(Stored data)

------------------------------------------------------------

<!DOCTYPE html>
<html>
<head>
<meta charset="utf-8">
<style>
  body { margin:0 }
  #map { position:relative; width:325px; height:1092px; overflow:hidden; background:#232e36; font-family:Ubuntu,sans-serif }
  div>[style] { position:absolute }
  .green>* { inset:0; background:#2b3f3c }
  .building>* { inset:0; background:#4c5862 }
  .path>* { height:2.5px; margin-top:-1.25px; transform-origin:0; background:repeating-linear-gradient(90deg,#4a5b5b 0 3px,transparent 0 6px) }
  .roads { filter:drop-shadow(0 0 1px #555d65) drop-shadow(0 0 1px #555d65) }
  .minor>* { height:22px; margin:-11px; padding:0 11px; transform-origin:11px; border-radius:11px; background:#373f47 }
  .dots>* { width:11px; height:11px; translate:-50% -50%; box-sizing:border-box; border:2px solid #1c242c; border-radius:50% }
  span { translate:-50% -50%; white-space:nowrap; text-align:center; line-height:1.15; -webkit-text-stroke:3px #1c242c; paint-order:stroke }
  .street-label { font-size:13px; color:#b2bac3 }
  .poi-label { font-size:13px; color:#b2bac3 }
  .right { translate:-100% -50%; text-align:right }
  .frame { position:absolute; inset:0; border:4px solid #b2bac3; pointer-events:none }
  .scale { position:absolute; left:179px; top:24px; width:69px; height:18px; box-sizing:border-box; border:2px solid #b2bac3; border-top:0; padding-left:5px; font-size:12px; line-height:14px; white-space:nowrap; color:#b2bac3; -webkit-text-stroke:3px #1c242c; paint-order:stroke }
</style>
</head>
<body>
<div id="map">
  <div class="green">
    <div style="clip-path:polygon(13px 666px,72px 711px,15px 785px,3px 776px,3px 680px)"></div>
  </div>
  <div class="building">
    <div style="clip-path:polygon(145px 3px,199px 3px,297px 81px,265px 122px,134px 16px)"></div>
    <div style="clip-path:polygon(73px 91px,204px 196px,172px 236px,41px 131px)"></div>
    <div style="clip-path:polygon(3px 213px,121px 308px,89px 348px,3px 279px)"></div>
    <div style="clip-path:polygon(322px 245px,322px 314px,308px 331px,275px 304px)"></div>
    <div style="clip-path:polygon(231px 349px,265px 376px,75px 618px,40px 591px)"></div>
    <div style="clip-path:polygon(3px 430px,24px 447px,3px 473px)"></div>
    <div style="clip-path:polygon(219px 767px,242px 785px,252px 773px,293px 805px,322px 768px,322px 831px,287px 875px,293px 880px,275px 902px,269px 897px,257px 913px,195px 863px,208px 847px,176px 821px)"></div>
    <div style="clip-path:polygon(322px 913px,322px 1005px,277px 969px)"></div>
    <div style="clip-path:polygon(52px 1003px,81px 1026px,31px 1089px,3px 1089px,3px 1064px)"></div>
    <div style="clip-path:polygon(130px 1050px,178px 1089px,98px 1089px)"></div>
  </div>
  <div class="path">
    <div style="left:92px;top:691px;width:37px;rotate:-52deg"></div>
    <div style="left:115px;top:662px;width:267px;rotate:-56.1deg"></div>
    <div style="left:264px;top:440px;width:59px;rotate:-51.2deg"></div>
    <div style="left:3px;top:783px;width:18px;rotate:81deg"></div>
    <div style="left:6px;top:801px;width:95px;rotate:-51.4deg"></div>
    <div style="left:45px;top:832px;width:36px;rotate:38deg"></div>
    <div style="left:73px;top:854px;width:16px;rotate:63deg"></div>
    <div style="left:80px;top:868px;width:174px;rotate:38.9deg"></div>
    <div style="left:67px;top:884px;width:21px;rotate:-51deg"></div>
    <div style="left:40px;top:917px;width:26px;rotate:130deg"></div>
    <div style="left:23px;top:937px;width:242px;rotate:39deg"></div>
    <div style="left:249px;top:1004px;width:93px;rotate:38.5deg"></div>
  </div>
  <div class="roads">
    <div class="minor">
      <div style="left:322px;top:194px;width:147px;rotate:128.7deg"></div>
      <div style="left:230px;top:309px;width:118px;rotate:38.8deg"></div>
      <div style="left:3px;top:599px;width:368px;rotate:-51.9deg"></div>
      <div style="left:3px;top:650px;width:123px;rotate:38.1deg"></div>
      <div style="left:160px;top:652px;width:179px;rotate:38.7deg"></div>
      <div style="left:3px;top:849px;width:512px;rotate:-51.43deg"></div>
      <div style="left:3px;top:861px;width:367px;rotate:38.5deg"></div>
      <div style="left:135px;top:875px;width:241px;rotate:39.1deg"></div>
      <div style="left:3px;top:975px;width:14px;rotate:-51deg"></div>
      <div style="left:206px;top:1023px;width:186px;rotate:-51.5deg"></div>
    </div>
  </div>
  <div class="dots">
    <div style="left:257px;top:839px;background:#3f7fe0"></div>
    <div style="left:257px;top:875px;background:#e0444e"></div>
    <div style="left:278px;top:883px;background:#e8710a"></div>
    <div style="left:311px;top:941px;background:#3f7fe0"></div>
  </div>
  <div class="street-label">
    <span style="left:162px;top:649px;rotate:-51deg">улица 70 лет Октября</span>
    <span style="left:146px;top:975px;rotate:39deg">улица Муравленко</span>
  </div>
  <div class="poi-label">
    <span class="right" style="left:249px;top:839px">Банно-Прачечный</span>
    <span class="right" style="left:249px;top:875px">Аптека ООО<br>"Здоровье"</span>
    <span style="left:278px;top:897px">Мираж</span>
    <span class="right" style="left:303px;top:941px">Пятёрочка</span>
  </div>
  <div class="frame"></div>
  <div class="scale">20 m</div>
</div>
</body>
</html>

------------------------------------------------------------

Please set down again, word for word, only the lines from the start of the entries through the line with "width:11px; height:11px; translate:-50%", both ends included.

> Answer
<!DOCTYPE html>
<html>
<head>
<meta charset="utf-8">
<style>
  body { margin:0 }
  #map { position:relative; width:325px; height:1092px; overflow:hidden; background:#232e36; font-family:Ubuntu,sans-serif }
  div>[style] { position:absolute }
  .green>* { inset:0; background:#2b3f3c }
  .building>* { inset:0; background:#4c5862 }
  .path>* { height:2.5px; margin-top:-1.25px; transform-origin:0; background:repeating-linear-gradient(90deg,#4a5b5b 0 3px,transparent 0 6px) }
  .roads { filter:drop-shadow(0 0 1px #555d65) drop-shadow(0 0 1px #555d65) }
  .minor>* { height:22px; margin:-11px; padding:0 11px; transform-origin:11px; border-radius:11px; background:#373f47 }
  .dots>* { width:11px; height:11px; translate:-50% -50%; box-sizing:border-box; border:2px solid #1c242c; border-radius:50% }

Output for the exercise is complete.